Changes in the Vexatious Litigant Statute

By Laurel Champion

May 22, 2013

Effective January 1, 2013, the Vexatious Litigant Statute, codified as California Code of Civil Procedure § 391.1, et seq. has been modified. Existing law provided that when a defendant filed a motion for the court to order that the plaintiff furnishes security on the basis that the plaintiff is a vexatious litigant as defined in the statute (and is listed by the court), has been expanded to further allow the defendant in the same motion to alternatively request for an order to dismiss the case. In its review, the Court must order the litigation dismissed if the court determines that the litigation has no merit, and has been filed to harass or cause delay.

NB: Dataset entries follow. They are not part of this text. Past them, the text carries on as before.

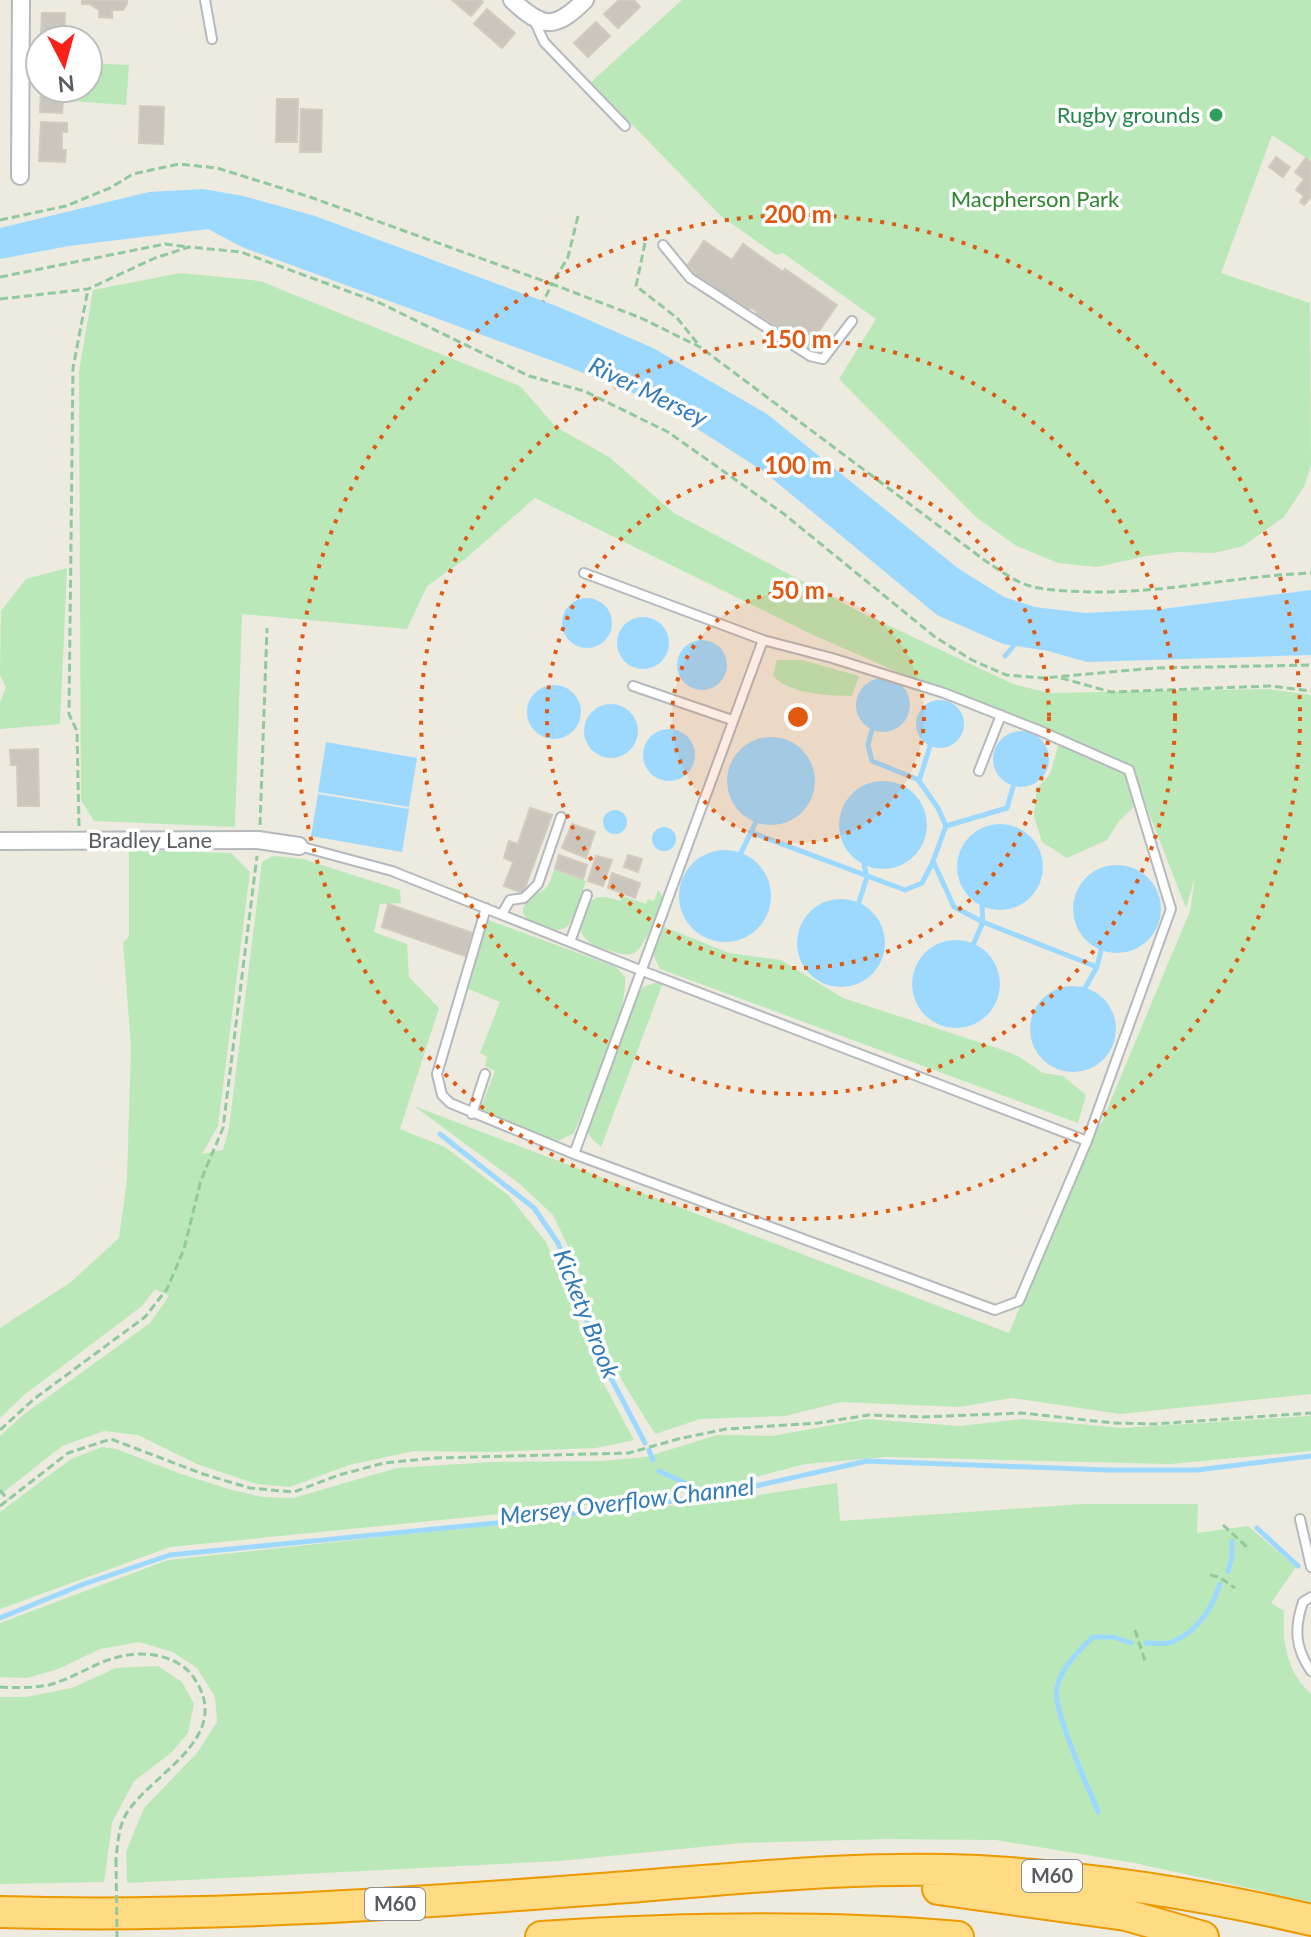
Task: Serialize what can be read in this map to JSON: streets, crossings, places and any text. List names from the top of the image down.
{
  "streets": {
    "highway": ["M60"],
    "street": ["Bradley Lane"]
  },
  "water": ["River Mersey", "Kickety Brook", "Mersey Overflow Channel"],
  "parks": ["Macpherson Park"],
  "places": ["Rugby grounds"],
  "north": "bottom",
  "rings": [
    "200 m",
    "150 m",
    "100 m",
    "50 m"
  ]
}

This section only applies to a pre-determined vexatious litigant, i.e., it is not the standard on a motion to declare plaintiff a vexatious litigant, thus the plaintiff would already be subject to the court's pre-filing order which requires authorization for the litigant to even file the lawsuit while representing himself or herself in propria persona, and secondly it also applies to those who were represented by an attorney when the lawsuit was filed but later becomes in propria persona after the attorney withdrew.

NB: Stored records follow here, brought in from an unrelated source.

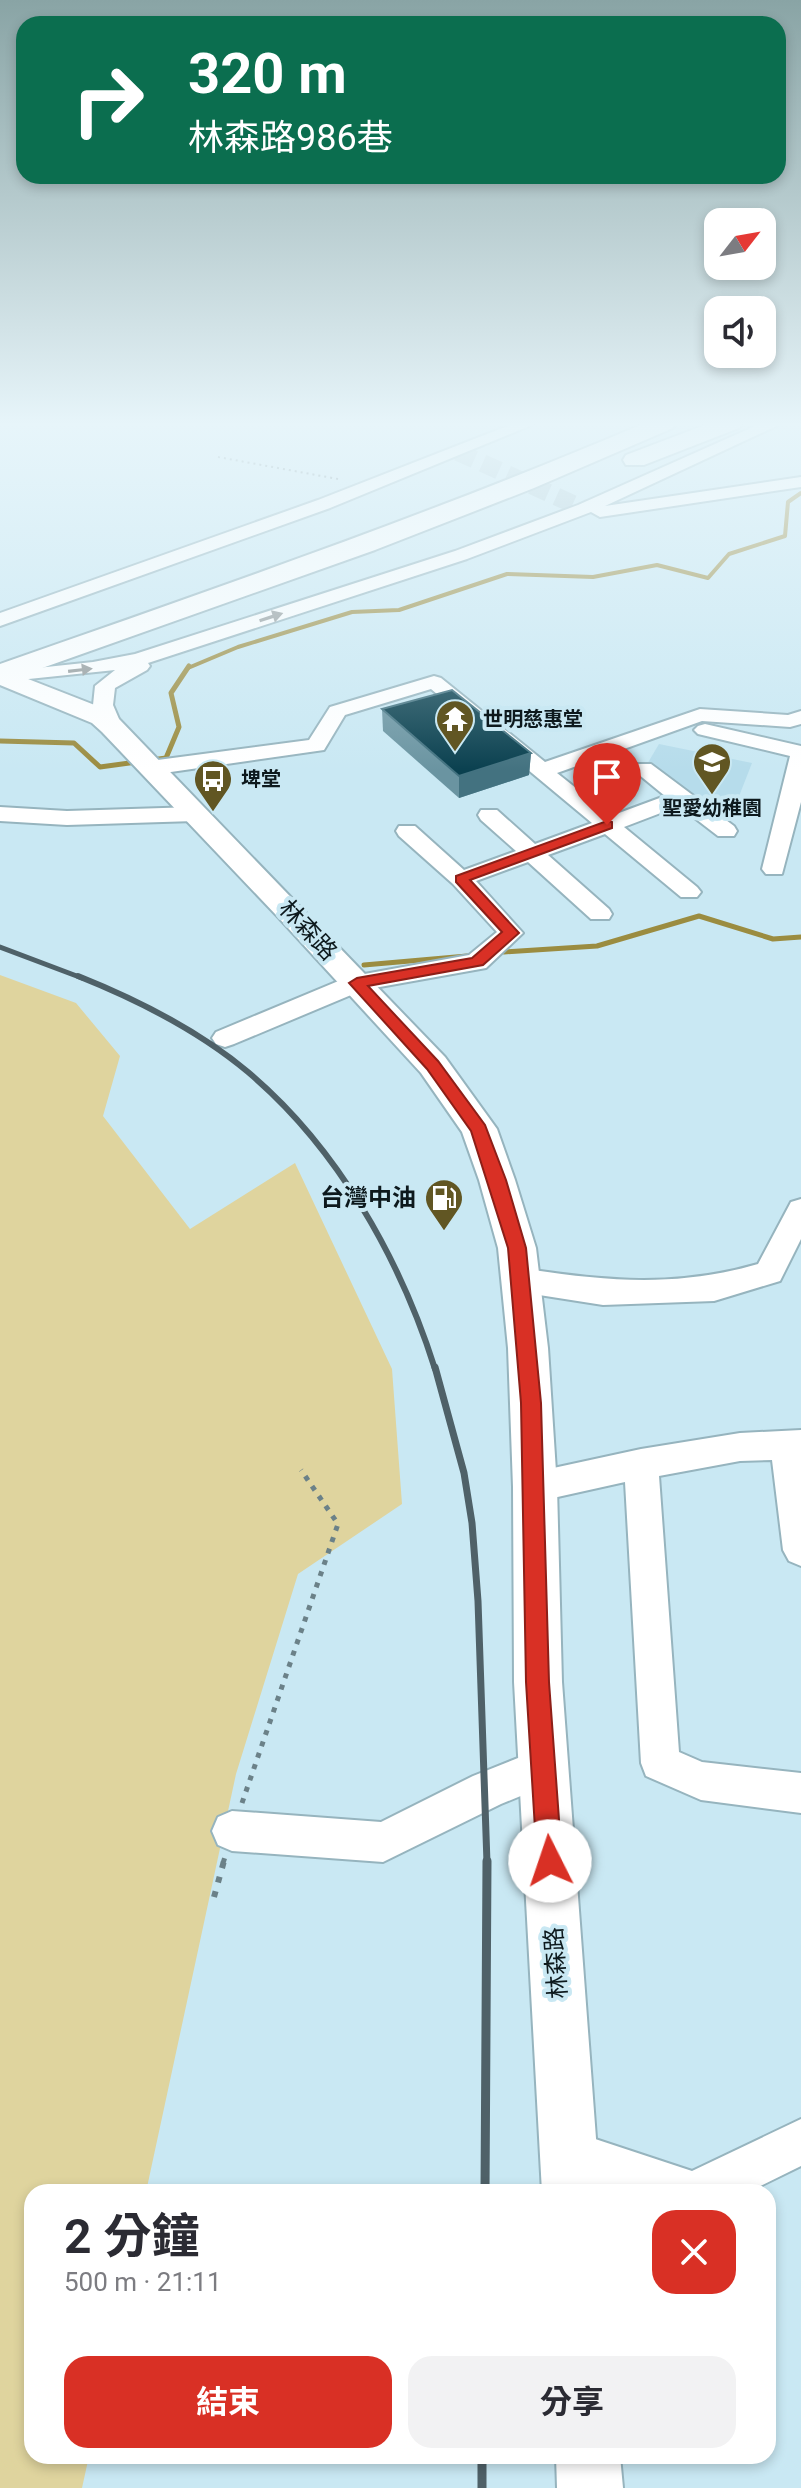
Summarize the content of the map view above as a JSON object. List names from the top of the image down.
{
  "streets": {
    "main road": ["林森路"]
  },
  "places": {
    "temple": ["世明慈惠堂"],
    "school or university": ["聖愛幼稚園"],
    "bus stop": ["埤堂"],
    "fuel station": ["台灣中油"]
  },
  "north": "top right",
  "page": {
    "turn": ["320 m", "林森路986巷"],
    "heading": ["2 分鐘", "500 m · 21:11"],
    "buttons": ["結束", "分享"]
  }
}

The statutes are directed at the repeated filing of unmeritorious motions and other papers and engaging in frivolous tactics, failing to comply with orders, and the inability of the justice system to deter pro pers by assessments and sanctions. These misuses of the legal system have been recently on the rise. It is important for defense attorneys to be aware of this statute, and its ability to address the problems created by just such a persistent and obsessive litigant.

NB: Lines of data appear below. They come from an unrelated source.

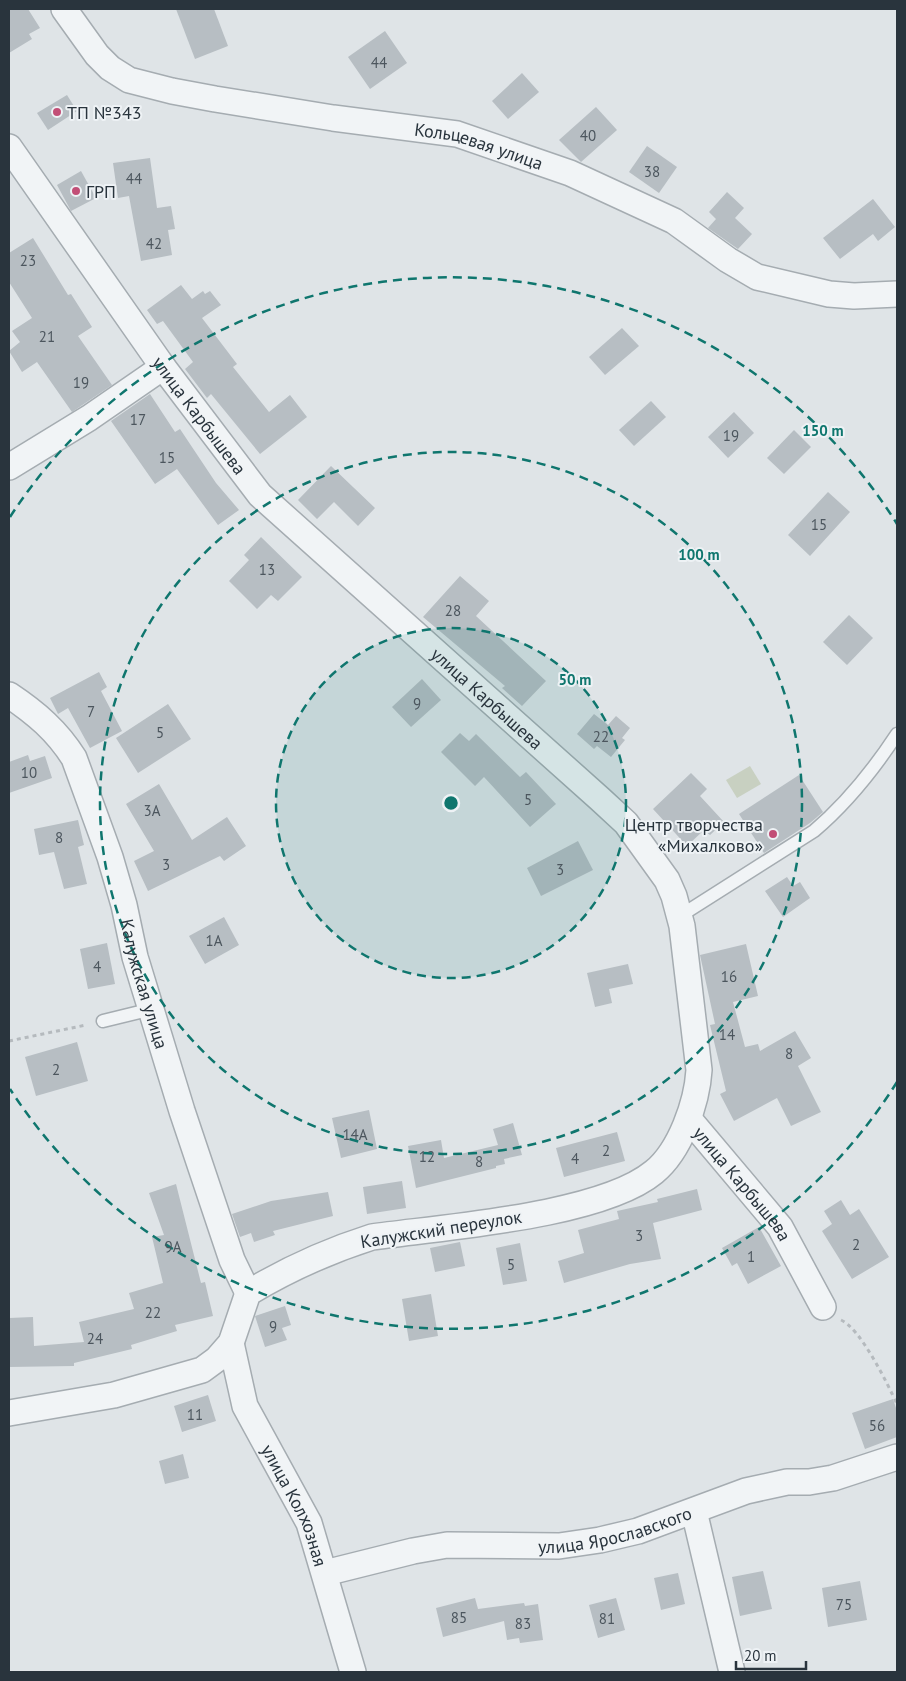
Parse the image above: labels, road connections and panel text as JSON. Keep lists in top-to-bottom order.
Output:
{
  "streets": {
    "street": [
      "Кольцевая улица",
      "улица Карбышева",
      "Калужская улица",
      "Калужский переулок",
      "улица Колхозная",
      "улица Ярославского"
    ]
  },
  "crossings": [
    ["улица Карбышева", "Калужский переулок"],
    ["Калужская улица", "Калужский переулок"],
    ["улица Колхозная", "улица Ярославского"]
  ],
  "places": ["ТП №343", "ГРП", "Центр творчества «Михалково»"],
  "house_numbers": [
    "44",
    "40",
    "38",
    "44",
    "42",
    "23",
    "21",
    "19",
    "17",
    "19",
    "15",
    "15",
    "13",
    "28",
    "9",
    "7",
    "5",
    "22",
    "10",
    "5",
    "3А",
    "8",
    "3",
    "3",
    "1А",
    "4",
    "16",
    "14",
    "8",
    "2",
    "14А",
    "2",
    "12",
    "4",
    "8",
    "3",
    "2",
    "9А",
    "1",
    "5",
    "22",
    "9",
    "24",
    "11",
    "56",
    "75",
    "85",
    "81",
    "83"
  ],
  "scale_bar": "20 m",
  "rings": ["150 m", "100 m", "50 m"]
}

Back in 1990 the legislature enacted C.C.P. § 391.7 which provided the courts with an additional means to counter misuse of the system by vexatious litigants. Section 391.7 authorizes a court to enter pre-filing order that prohibits a vexatious litigant from filing any new litigation in pro per without having first obtained permission from the presiding judge. The litigant is barred from filing the action or proceeding its excess is considered improbable. When the litigant is subject to a pre-filing order, even if the court finds high enough probability of success to allow the litigant to proceed, it may compel the litigant to furnish security as a condition to maintain any action.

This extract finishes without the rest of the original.